Data for processing:
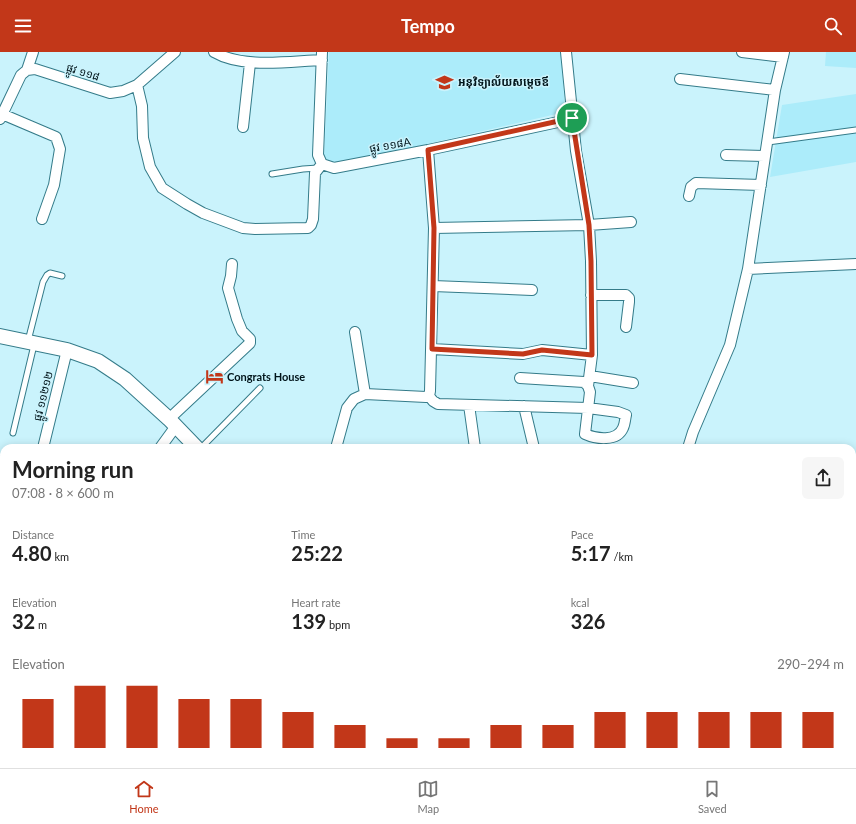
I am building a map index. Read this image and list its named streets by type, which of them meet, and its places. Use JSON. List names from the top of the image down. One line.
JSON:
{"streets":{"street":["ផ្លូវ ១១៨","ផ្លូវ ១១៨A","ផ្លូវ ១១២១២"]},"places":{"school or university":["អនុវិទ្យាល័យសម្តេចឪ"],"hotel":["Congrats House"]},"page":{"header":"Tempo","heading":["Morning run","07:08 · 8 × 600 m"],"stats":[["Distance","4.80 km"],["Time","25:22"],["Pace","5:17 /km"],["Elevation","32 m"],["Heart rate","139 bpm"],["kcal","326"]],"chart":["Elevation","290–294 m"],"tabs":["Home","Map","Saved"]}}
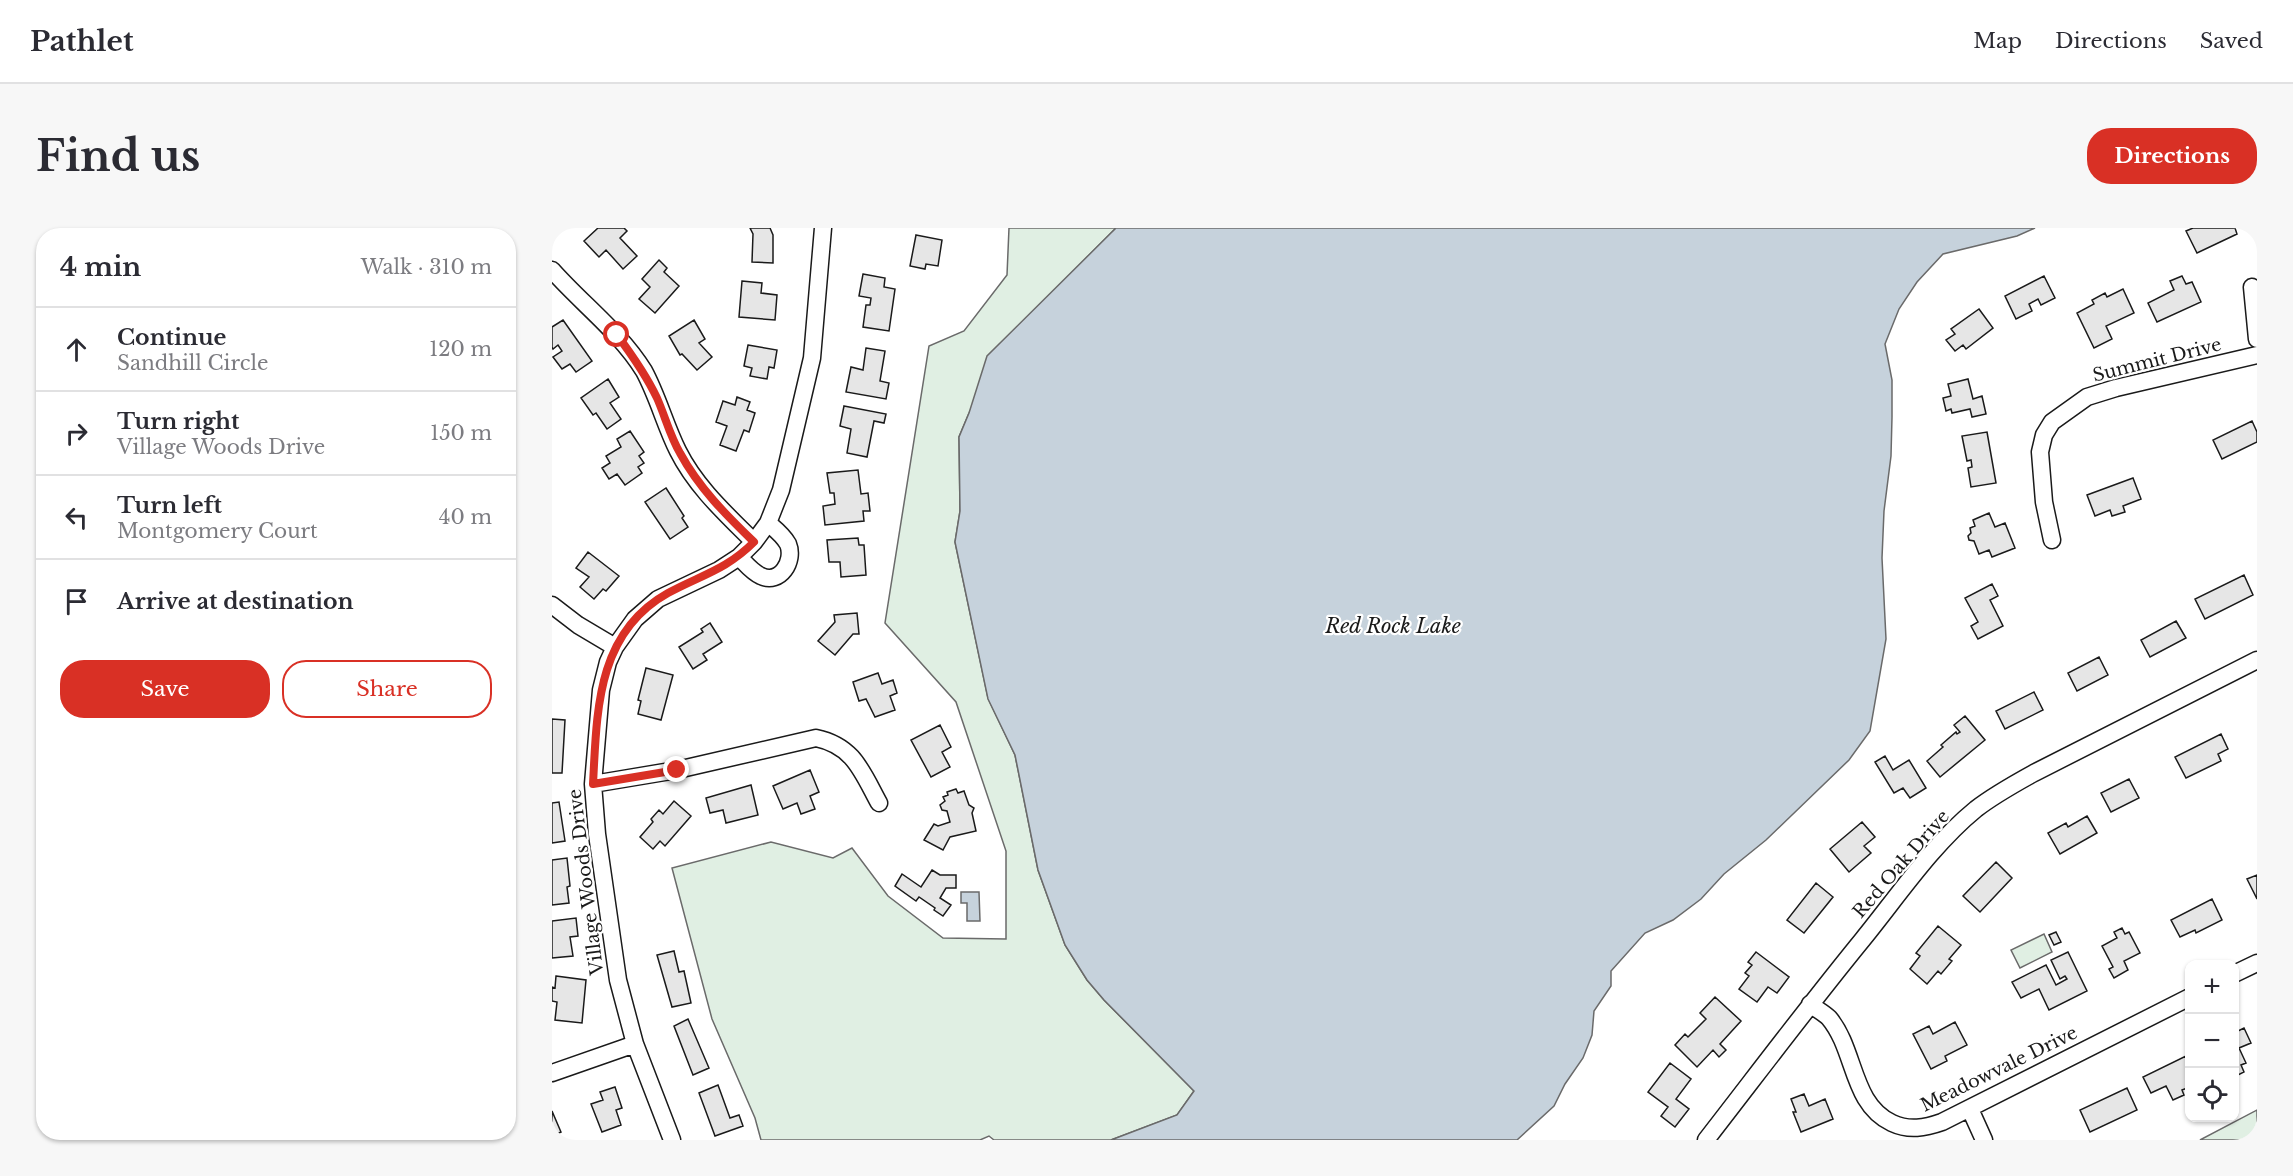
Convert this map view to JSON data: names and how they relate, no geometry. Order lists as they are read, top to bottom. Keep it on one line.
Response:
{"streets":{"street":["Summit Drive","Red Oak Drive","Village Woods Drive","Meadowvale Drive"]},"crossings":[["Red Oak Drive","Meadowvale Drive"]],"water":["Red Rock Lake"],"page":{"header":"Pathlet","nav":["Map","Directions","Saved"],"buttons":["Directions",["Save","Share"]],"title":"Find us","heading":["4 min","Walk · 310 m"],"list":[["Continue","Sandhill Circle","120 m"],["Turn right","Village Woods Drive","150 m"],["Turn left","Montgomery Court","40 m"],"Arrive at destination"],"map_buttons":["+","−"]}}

---

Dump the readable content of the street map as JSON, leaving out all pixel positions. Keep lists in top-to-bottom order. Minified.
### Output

--

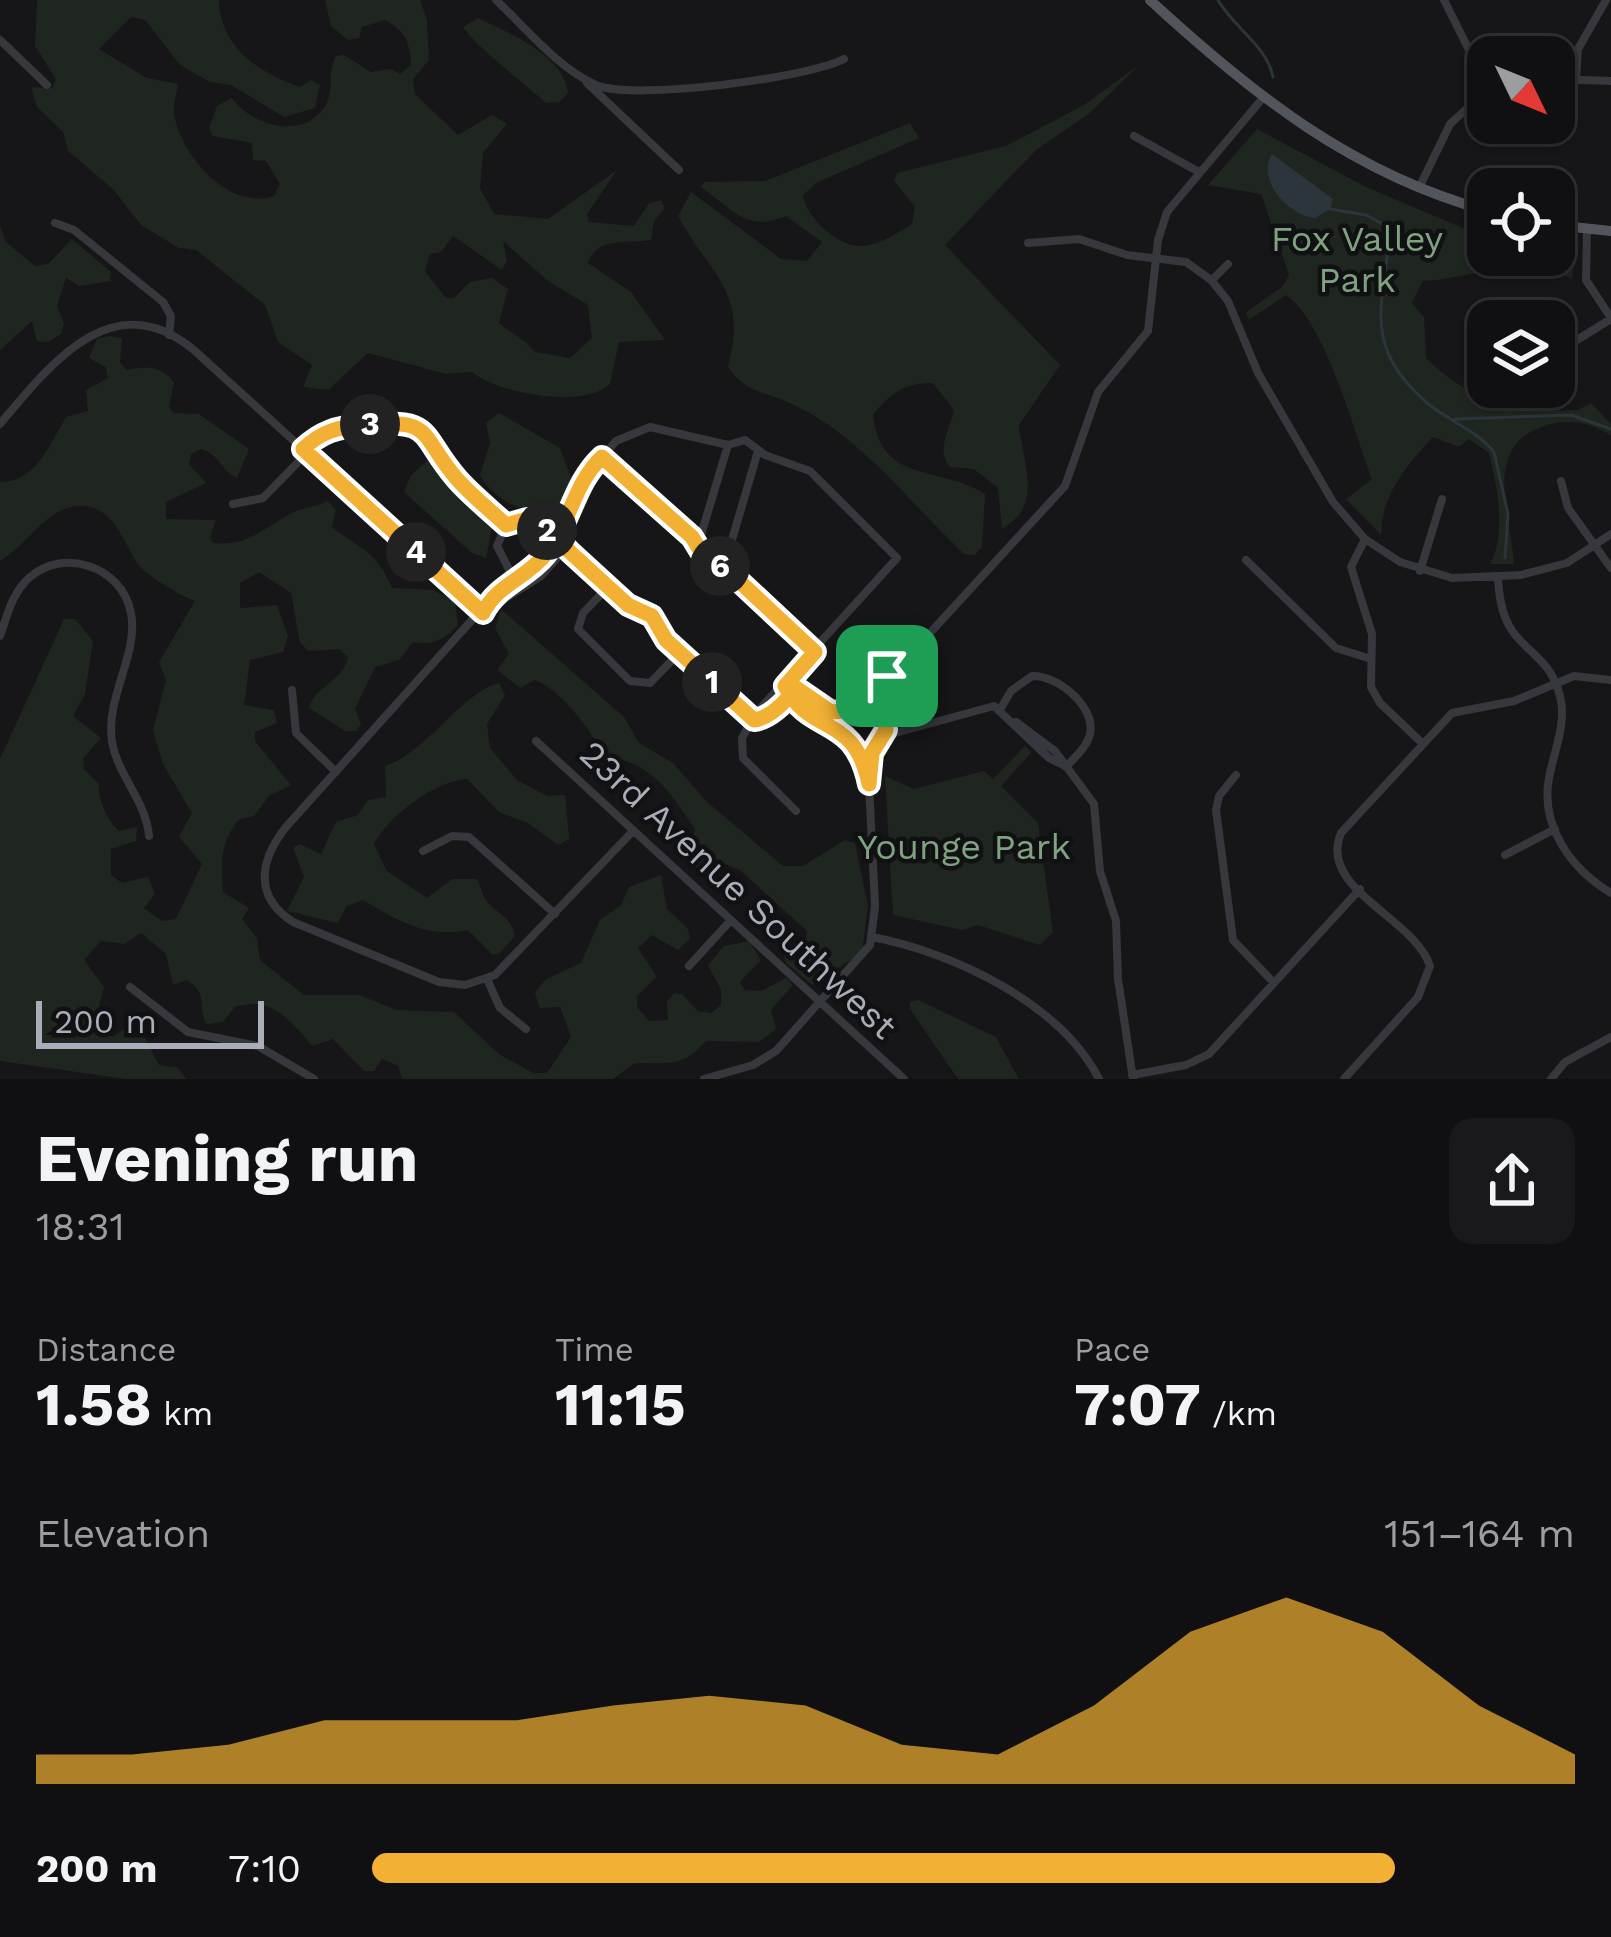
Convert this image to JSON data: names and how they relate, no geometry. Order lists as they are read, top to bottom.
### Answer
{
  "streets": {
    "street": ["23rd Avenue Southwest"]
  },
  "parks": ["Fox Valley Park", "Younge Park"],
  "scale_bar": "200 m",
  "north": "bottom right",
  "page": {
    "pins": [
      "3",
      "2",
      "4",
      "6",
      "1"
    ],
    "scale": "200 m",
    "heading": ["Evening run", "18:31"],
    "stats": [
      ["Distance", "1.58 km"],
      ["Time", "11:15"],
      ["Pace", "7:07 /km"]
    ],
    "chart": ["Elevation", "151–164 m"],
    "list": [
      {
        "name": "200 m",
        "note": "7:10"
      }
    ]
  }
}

Description of the task: Search the records for the string "they" and return every line in which it occurs.

Problem solution:
Convert this map view to JSON data: names and how they relate, no geometry. Order lists as they are read, top to bottom. Keep it on one line.
Convert this image to JSON data: names and how they relate, no geometry. Order lists as they are read, top to bottom.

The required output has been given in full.